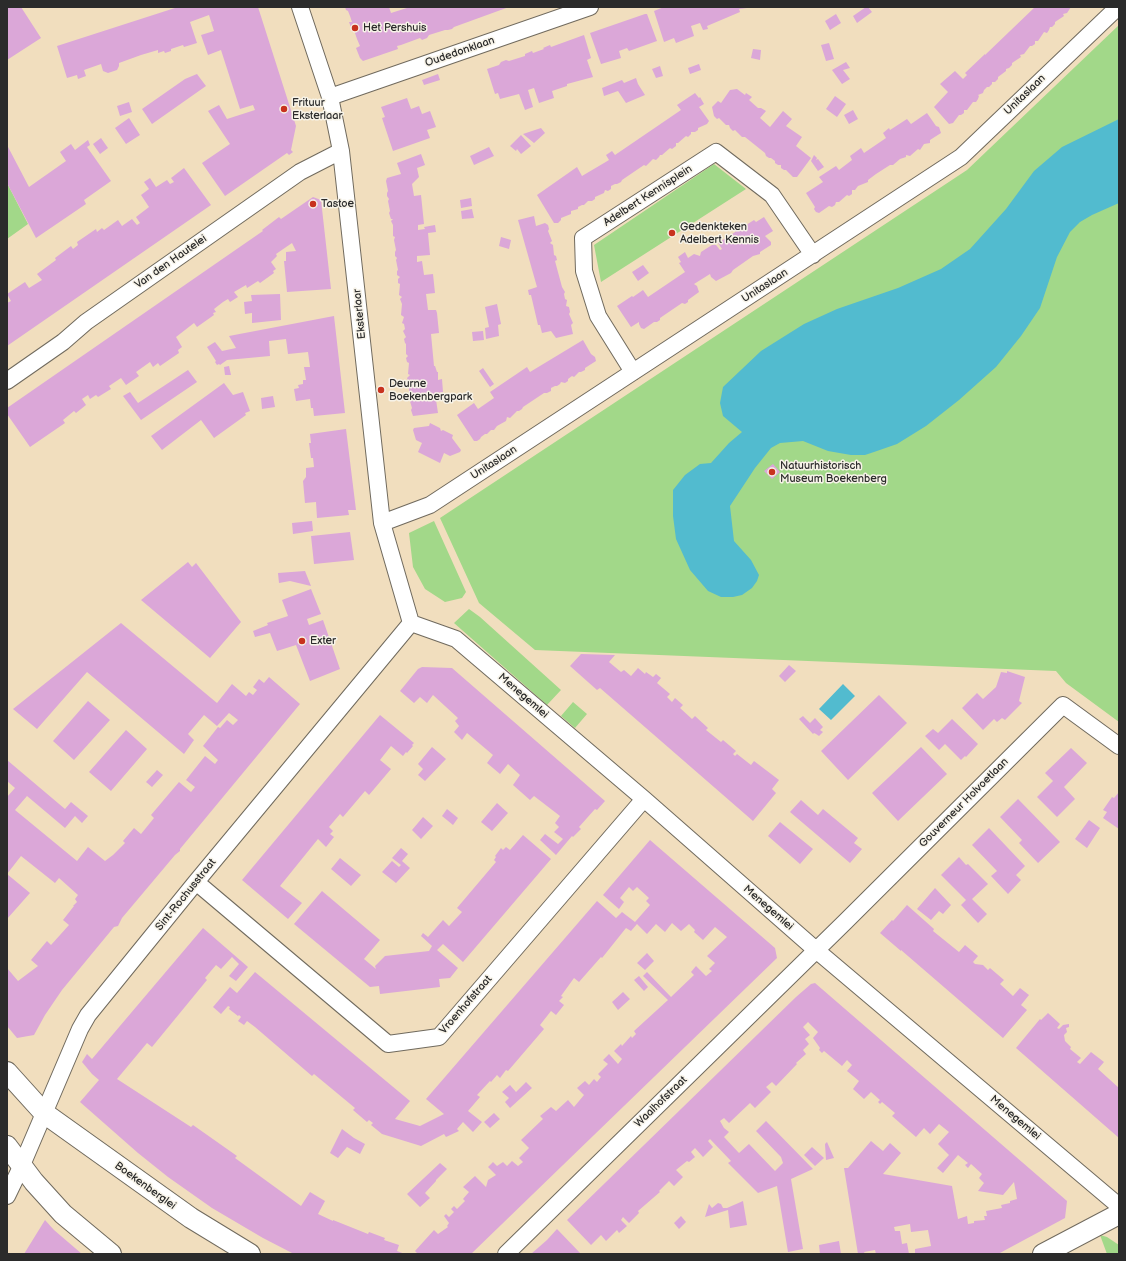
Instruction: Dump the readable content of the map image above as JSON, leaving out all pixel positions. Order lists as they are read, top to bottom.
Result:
{
  "streets": {
    "street": [
      "Oudedonklaan",
      "Unitaslaan",
      "Adelbert Kennisplein",
      "Van den Hautelei",
      "Eksterlaar",
      "Menegemlei",
      "Gouverneur Holvoetlaan",
      "Sint-Rochusstraat",
      "Vroenhofstraat",
      "Waalhofstraat",
      "Boekenberglei"
    ]
  },
  "crossings": [
    ["Oudedonklaan", "Eksterlaar"],
    ["Unitaslaan", "Adelbert Kennisplein"],
    ["Unitaslaan", "Eksterlaar"],
    ["Van den Hautelei", "Eksterlaar"],
    ["Eksterlaar", "Menegemlei"],
    ["Eksterlaar", "Sint-Rochusstraat"],
    ["Menegemlei", "Gouverneur Holvoetlaan"],
    ["Menegemlei", "Sint-Rochusstraat"],
    ["Menegemlei", "Vroenhofstraat"],
    ["Menegemlei", "Waalhofstraat"],
    ["Gouverneur Holvoetlaan", "Waalhofstraat"],
    ["Sint-Rochusstraat", "Vroenhofstraat"],
    ["Sint-Rochusstraat", "Boekenberglei"]
  ],
  "places": [
    "Het Pershuis",
    "Frituur Eksterlaar",
    "Tastoe",
    "Gedenkteken Adelbert Kennis",
    "Deurne Boekenbergpark",
    "Natuurhistorisch Museum Boekenberg",
    "Exter"
  ]
}
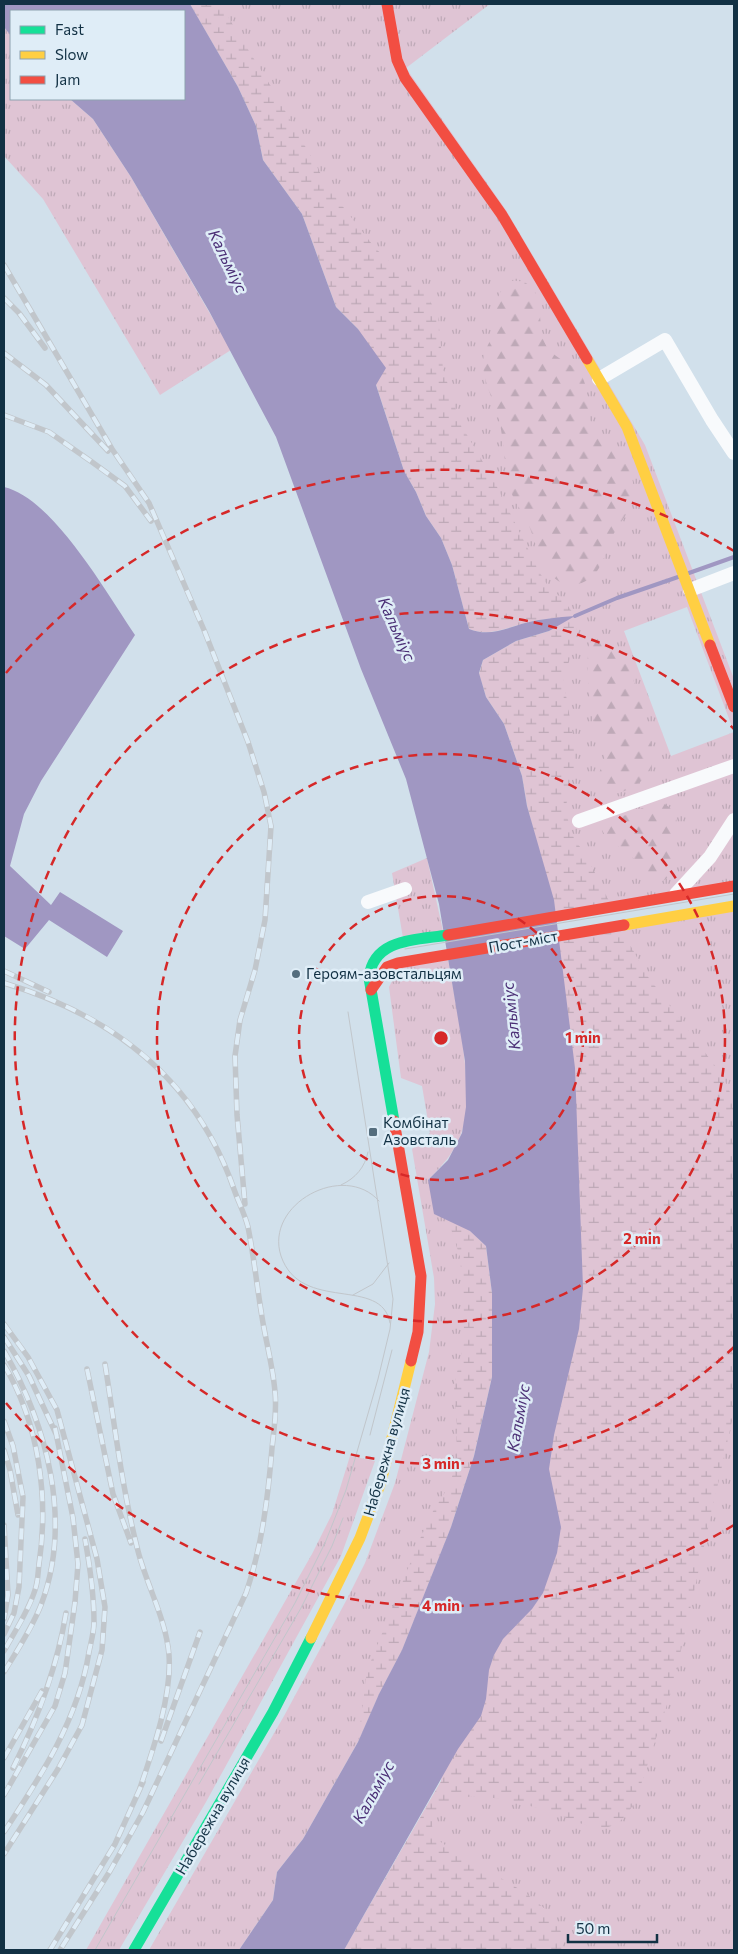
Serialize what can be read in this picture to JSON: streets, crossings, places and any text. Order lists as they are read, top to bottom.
{
  "streets": {
    "main road": ["Пост-міст", "Набережна вулиця"]
  },
  "crossings": [
    ["Пост-міст", "Набережна вулиця"]
  ],
  "water": ["Кальміус"],
  "places": {
    "other": ["Героям-азовстальцям"],
    "transit": ["Комбінат Азовсталь"]
  },
  "legend": ["Fast", "Slow", "Jam"],
  "scale_bar": "50 m",
  "rings": [
    "1 min",
    "2 min",
    "3 min",
    "4 min"
  ]
}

· · · ·

• [WHAT YOU WILL DO] Restate each line above exactly, keeping pictures out.

• [REPLY TO THE TASK]
Instruction: Dump the readable content of the map image above as JSON, leaving out all pixel positions. Order lists as they are read, top to bottom.
Result:
{
  "streets": {
    "street": [
      "Oudedonklaan",
      "Unitaslaan",
      "Adelbert Kennisplein",
      "Van den Hautelei",
      "Eksterlaar",
      "Menegemlei",
      "Gouverneur Holvoetlaan",
      "Sint-Rochusstraat",
      "Vroenhofstraat",
      "Waalhofstraat",
      "Boekenberglei"
    ]
  },
  "crossings": [
    ["Oudedonklaan", "Eksterlaar"],
    ["Unitaslaan", "Adelbert Kennisplein"],
    ["Unitaslaan", "Eksterlaar"],
    ["Van den Hautelei", "Eksterlaar"],
    ["Eksterlaar", "Menegemlei"],
    ["Eksterlaar", "Sint-Rochusstraat"],
    ["Menegemlei", "Gouverneur Holvoetlaan"],
    ["Menegemlei", "Sint-Rochusstraat"],
    ["Menegemlei", "Vroenhofstraat"],
    ["Menegemlei", "Waalhofstraat"],
    ["Gouverneur Holvoetlaan", "Waalhofstraat"],
    ["Sint-Rochusstraat", "Vroenhofstraat"],
    ["Sint-Rochusstraat", "Boekenberglei"]
  ],
  "places": [
    "Het Pershuis",
    "Frituur Eksterlaar",
    "Tastoe",
    "Gedenkteken Adelbert Kennis",
    "Deurne Boekenbergpark",
    "Natuurhistorisch Museum Boekenberg",
    "Exter"
  ]
}
Serialize what can be read in this picture to JSON: streets, crossings, places and any text. Order lists as they are read, top to bottom.
{
  "streets": {
    "main road": ["Пост-міст", "Набережна вулиця"]
  },
  "crossings": [
    ["Пост-міст", "Набережна вулиця"]
  ],
  "water": ["Кальміус"],
  "places": {
    "other": ["Героям-азовстальцям"],
    "transit": ["Комбінат Азовсталь"]
  },
  "legend": ["Fast", "Slow", "Jam"],
  "scale_bar": "50 m",
  "rings": [
    "1 min",
    "2 min",
    "3 min",
    "4 min"
  ]
}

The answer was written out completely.